Em operação conjunta realizada na última segunda-feira (15), o Ministério Público do Trabalho em Mato Grosso (MPT-MT), Ministério do Trabalho e Emprego (MTE), Defensoria Pública da União (DPU) e Polícia Federal (PF) resgataram 20 trabalhadores(as), um deles de 17 anos, em condições análogas à escravidão na Fazenda Eliane Raquel e Quinhão, no município de Nova Maringá, a cerca de 400 km da capital.
As vítimas foram contratadas pela T.F. Zimpel Ltda. para atividades envolvendo o corte e empilhamento de madeira. De acordo com o MPT, com base nas provas colhidas, ficou comprovada a responsabilidade solidária entre a Zimpel, que recrutou e manteve os trabalhadores em condições degradantes, e os proprietários da área rural, que comercializam a madeira e se beneficiaram diretamente da exploração irregular.
A força-tarefa constatou graves irregularidades, como alojamentos precários, não fornecimento de água potável para consumo e higiene, ausência de registro em carteira e não pagamento de salários. Além disso, os empregadores não disponibilizavam equipamentos de proteção individual e coletiva para a execução dos serviços. Houve, ainda, relatos de intimidação por pessoas armadas e restrição da liberdade de locomoção.
Precariedade
As condições de higiene e conforto eram precárias, segundo apontou a equipe de fiscalização. Em um dos barracos de lona e madeira utilizados como alojamento, um grupo de 13 trabalhadores dormia em camas improvisadas – em colchões velhos e sujos sobre tábuas e toras. Não havia piso e o chão era de terra batida.

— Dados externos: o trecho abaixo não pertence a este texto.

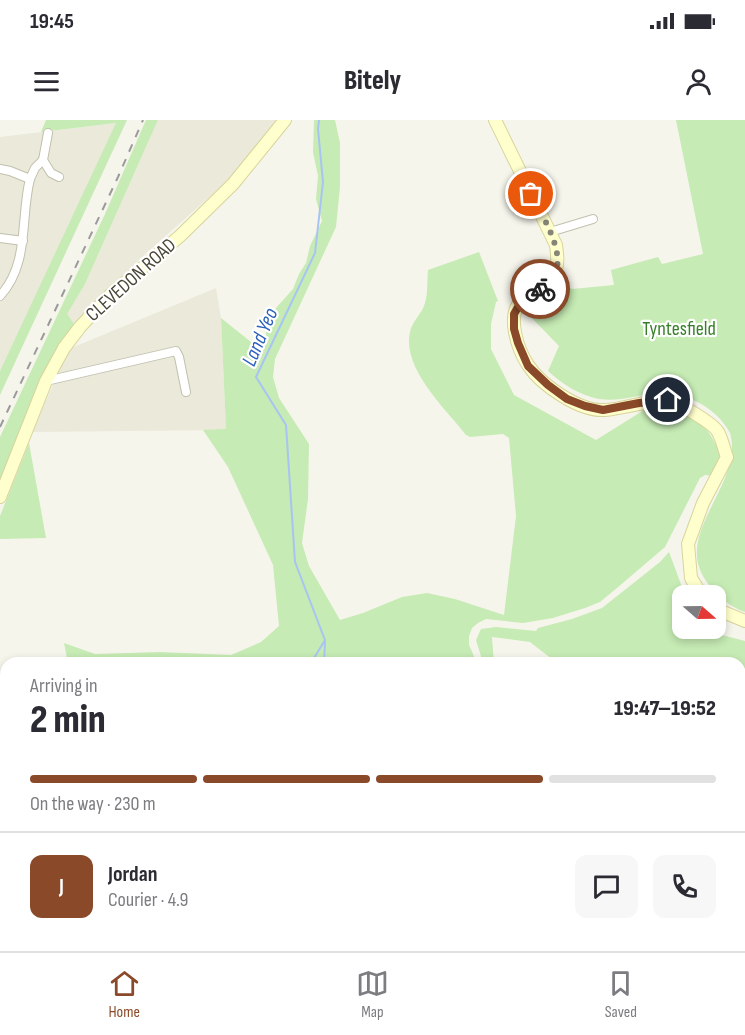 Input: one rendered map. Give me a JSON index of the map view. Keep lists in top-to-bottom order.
{
  "streets": {
    "main road": ["CLEVEDON ROAD"]
  },
  "water": ["Land Yeo"],
  "parks": ["Tyntesfield"],
  "north": "right",
  "page": {
    "status": "19:45",
    "header": "Bitely",
    "heading": ["2 min", "Arriving in", "19:47–19:52"],
    "panel": ["Jordan", "Courier · 4.9"],
    "bar": "On the way · 230 m",
    "round": "J",
    "tabs": ["Home", "Map", "Saved"]
  }
} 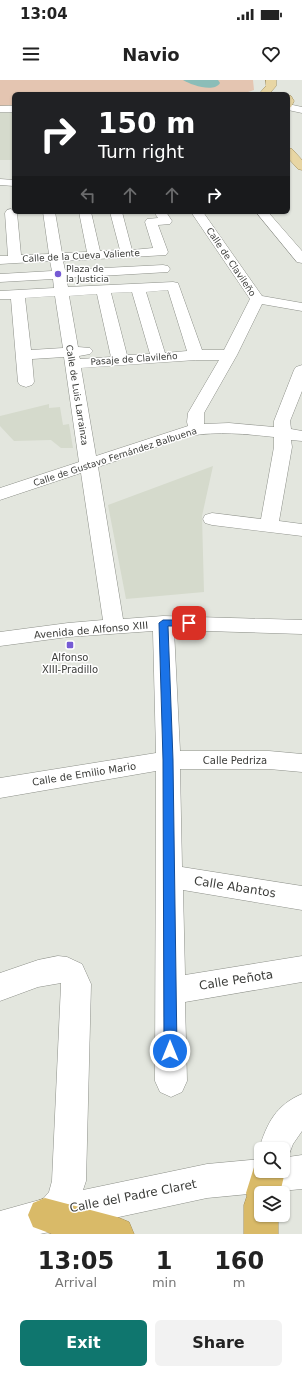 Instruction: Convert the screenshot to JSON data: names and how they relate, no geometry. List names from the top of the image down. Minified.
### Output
{"streets":{"street":["Calle de la Cueva Valiente","Calle de Clavileño","Pasaje de Clavileño","Calle de Luis Larrainza","Calle de Gustavo Fernández Balbuena","Avenida de Alfonso XIII","Calle Pedriza","Calle de Emilio Mario","Calle Abantos","Calle Peñota","Calle del Padre Claret"]},"crossings":[["Calle de la Cueva Valiente","Calle de Luis Larrainza"],["Calle de Clavileño","Calle de Gustavo Fernández Balbuena"],["Pasaje de Clavileño","Calle de Luis Larrainza"],["Calle de Luis Larrainza","Calle de Gustavo Fernández Balbuena"],["Calle de Luis Larrainza","Avenida de Alfonso XIII"],["Calle Pedriza","Calle de Emilio Mario"]],"places":{"other":["Plaza de la Justicia"],"transit":["Alfonso XIII-Pradillo"]},"page":{"status":"13:04","header":"Navio","turn":["150 m","Turn right"],"eta":["13:05","Arrival","1","min","160","m"],"buttons":["Exit","Share"]}} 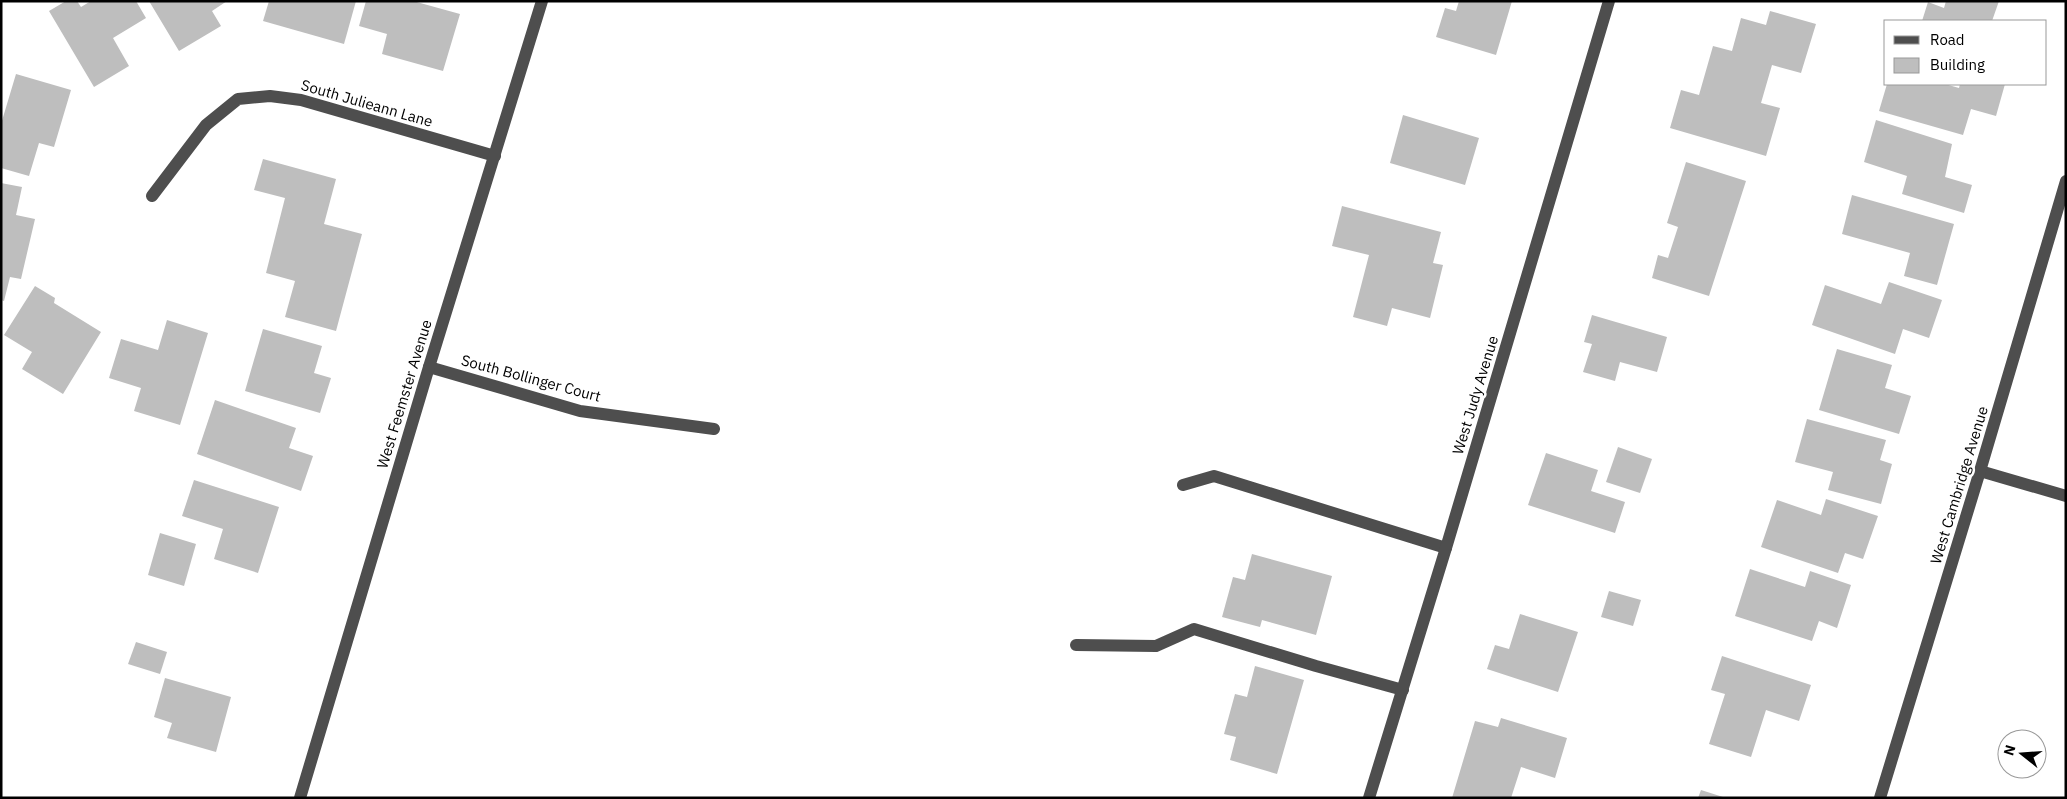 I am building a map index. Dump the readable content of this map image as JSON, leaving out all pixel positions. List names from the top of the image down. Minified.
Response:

Além de sujo, o local não possuía armários para a guarda dos pertences, os quais ficavam espalhados pelo chão ou pendurados. Em outro alojamento, as vítimas dormiam em redes, sem ventilação, e dividiam espaço com tambores de óleo e combustíveis, acentuando o risco de incêndio.
Os trabalhadores tomavam banho em um córrego com água turva, sem nenhuma privacidade, e muitos faziam as necessidades fisiológicas no mato, a céu aberto. A água para beber era imprópria para consumo humano, retirada de poços e áreas alagadas, contaminada e sem tratamento.
O preparo de refeições era feito por meio de um fogão também improvisado, construído com tijolos no chão. Da mesma forma, não havia refeitórios ou local adequado para conservação dos alimentos. A alimentação era escassa e inadequada, com relatos de que os trabalhadores estavam passando fome, sobrevivendo de açaí e caça de animais silvestres.
Providências
O procurador do Trabalho Gustavo Rizzo Ricardo, que acompanhou a operação, explica que restaram configurados todos os elementos caracterizadores da redução de trabalhadores à condição análoga à de escravo, nos termos do art. 149 do Código Penal e da Instrução Normativa MTE n. 2/2021.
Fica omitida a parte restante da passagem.